» RECORDS

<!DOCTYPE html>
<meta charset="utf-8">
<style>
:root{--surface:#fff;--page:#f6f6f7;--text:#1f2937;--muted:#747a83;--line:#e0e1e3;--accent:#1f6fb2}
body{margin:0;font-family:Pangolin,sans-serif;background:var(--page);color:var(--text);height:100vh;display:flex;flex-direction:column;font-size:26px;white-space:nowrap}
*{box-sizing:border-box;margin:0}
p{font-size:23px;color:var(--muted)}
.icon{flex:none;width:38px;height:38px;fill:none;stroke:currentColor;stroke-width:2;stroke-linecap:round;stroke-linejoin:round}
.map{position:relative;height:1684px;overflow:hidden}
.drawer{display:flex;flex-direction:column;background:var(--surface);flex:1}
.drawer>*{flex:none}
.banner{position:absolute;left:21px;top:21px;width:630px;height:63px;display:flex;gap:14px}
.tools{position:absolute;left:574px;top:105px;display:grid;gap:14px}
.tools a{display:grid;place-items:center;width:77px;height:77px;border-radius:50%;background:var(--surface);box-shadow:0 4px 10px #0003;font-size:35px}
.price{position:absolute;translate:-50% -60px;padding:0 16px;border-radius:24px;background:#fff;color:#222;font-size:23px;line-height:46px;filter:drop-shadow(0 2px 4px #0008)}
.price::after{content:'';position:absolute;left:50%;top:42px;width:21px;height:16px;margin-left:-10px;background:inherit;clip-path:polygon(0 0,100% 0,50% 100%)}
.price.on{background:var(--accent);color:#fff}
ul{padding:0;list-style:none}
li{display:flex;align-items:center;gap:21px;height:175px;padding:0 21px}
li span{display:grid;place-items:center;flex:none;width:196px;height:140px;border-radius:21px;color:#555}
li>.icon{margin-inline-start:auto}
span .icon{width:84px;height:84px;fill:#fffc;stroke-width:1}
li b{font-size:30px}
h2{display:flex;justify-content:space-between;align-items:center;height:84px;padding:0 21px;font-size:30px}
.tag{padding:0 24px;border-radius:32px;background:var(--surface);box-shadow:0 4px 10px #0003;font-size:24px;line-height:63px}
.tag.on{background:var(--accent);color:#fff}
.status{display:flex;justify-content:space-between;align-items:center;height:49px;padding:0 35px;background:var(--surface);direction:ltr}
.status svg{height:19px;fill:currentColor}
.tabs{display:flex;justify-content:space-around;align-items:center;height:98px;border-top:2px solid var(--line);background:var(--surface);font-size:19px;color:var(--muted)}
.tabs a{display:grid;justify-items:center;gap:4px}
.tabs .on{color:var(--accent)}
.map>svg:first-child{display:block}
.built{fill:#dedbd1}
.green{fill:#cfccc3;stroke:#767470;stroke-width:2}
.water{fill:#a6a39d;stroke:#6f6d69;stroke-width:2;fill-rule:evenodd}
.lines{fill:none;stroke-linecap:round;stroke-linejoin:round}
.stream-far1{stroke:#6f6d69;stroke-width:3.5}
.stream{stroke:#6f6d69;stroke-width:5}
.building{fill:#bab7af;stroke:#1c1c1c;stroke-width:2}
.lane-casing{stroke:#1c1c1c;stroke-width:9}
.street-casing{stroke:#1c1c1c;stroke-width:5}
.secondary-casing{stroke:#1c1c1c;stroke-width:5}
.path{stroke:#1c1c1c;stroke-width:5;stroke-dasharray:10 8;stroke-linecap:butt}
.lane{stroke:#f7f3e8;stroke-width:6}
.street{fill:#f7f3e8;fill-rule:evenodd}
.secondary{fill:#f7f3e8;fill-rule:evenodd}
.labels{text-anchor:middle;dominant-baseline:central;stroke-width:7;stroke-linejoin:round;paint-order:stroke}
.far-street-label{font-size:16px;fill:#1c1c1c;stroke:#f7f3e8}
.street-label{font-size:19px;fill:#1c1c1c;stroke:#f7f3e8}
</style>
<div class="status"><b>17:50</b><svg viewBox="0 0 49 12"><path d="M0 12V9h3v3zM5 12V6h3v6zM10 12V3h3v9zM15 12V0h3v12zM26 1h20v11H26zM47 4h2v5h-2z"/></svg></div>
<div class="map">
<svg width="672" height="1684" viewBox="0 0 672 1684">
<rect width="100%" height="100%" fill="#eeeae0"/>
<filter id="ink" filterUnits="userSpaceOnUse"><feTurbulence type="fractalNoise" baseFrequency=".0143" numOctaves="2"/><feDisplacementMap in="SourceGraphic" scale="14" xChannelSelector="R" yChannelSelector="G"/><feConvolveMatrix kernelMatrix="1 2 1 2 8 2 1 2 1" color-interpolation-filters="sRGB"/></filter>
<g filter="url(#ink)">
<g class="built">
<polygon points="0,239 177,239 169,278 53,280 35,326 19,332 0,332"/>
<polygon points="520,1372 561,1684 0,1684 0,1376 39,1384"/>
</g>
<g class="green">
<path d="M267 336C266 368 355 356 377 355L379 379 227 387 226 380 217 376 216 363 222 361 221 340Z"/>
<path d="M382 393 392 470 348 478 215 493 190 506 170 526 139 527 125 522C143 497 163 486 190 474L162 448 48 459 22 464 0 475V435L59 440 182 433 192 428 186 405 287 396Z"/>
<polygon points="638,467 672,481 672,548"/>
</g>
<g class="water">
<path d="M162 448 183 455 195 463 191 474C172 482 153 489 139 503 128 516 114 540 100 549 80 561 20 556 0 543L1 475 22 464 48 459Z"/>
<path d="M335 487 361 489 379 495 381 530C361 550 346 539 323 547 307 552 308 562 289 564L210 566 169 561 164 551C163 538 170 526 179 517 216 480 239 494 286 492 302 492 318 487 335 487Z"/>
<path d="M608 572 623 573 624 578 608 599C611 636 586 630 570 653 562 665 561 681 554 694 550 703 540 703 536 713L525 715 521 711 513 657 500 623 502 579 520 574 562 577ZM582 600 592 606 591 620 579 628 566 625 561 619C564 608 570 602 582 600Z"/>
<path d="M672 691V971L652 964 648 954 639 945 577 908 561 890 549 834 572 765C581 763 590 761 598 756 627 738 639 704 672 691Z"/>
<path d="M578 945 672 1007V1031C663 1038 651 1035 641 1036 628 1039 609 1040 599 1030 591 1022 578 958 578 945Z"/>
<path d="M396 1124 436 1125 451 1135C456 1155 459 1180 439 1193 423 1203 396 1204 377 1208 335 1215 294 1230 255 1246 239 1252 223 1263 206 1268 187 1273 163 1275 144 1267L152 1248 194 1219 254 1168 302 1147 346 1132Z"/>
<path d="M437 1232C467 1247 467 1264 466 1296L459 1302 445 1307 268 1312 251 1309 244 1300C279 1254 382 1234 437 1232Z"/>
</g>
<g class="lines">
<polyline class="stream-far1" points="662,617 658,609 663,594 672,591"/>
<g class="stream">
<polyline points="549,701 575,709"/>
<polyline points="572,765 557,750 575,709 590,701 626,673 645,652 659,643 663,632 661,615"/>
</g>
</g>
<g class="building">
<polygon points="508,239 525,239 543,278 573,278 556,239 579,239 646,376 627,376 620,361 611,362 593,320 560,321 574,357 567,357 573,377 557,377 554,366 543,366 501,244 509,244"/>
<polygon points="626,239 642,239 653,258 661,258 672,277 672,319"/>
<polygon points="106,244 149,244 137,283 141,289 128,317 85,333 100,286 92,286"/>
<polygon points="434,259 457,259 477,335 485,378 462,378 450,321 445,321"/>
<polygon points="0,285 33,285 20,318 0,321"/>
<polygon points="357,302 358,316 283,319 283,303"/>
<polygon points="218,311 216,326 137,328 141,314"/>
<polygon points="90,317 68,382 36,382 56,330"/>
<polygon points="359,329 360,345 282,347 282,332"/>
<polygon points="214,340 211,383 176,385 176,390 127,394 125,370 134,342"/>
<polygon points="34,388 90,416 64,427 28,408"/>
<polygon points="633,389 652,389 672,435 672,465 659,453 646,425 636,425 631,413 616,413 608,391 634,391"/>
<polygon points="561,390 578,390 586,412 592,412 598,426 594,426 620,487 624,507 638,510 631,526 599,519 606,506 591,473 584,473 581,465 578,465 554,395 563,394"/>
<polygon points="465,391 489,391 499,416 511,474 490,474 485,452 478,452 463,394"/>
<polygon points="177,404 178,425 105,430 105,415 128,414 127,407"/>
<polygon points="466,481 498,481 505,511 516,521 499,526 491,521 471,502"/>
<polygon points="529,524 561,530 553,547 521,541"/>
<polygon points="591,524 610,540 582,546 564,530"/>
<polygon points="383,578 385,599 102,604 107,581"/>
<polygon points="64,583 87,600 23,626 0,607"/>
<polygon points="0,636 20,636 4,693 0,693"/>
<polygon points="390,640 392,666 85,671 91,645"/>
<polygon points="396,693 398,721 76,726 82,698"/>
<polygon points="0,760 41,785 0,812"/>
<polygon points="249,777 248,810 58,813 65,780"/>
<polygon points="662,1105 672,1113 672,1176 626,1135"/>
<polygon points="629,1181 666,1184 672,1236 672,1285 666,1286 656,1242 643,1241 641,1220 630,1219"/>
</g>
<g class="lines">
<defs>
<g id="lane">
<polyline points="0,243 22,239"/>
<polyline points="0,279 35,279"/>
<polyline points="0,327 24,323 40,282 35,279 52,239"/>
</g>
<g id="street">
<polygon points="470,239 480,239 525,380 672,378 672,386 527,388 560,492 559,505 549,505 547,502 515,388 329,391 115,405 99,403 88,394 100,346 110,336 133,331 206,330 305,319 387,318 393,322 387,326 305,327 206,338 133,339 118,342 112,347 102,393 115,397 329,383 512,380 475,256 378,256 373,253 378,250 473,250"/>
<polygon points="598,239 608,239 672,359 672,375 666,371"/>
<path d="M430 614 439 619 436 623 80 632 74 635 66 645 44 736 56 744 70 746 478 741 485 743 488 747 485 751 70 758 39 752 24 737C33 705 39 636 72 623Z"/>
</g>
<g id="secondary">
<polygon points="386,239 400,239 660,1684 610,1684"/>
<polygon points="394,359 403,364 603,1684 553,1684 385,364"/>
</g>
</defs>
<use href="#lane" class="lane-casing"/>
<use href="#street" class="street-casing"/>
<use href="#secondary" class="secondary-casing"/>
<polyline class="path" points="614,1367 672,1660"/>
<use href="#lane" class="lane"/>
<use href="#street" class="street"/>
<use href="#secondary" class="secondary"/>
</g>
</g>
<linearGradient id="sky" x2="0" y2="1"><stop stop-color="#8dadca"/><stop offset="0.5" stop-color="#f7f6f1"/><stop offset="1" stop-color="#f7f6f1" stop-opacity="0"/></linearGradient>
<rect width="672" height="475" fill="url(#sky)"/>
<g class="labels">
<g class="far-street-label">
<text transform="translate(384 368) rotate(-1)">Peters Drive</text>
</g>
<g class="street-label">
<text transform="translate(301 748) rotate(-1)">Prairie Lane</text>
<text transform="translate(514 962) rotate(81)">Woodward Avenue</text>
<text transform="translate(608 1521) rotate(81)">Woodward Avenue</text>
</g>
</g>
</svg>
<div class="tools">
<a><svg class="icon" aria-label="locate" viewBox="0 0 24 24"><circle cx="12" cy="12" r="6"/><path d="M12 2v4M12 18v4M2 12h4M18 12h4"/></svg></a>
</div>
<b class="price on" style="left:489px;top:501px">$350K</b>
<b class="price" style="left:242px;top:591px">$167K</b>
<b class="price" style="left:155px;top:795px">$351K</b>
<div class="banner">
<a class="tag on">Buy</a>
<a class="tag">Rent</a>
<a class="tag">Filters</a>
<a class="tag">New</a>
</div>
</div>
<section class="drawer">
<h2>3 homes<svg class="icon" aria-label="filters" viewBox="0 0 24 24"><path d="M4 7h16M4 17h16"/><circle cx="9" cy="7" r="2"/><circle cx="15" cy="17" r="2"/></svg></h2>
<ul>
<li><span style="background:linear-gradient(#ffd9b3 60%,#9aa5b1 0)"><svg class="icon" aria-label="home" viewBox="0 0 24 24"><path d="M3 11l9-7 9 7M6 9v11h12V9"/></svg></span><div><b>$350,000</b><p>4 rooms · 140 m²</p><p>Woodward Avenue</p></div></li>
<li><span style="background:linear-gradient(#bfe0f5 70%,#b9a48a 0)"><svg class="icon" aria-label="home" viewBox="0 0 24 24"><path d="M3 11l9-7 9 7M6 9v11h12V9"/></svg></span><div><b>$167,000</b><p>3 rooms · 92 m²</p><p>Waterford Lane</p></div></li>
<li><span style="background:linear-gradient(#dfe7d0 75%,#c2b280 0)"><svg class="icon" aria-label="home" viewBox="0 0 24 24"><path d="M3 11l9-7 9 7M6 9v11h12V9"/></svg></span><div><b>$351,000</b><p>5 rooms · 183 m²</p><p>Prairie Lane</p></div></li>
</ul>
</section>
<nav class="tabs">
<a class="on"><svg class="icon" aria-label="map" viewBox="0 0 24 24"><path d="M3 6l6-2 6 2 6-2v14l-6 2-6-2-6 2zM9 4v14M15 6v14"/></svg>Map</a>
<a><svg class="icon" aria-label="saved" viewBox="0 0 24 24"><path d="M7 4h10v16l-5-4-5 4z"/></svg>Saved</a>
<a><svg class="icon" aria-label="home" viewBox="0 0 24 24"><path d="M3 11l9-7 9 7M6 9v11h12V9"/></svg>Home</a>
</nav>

» EXERCISE DIRECTIONS
Look through the material and copy each line that has "evenodd".

» RESULT FOR THIS EXERCISE
.water{fill:#a6a39d;stroke:#6f6d69;stroke-width:2;fill-rule:evenodd}
.street{fill:#f7f3e8;fill-rule:evenodd}
.secondary{fill:#f7f3e8;fill-rule:evenodd}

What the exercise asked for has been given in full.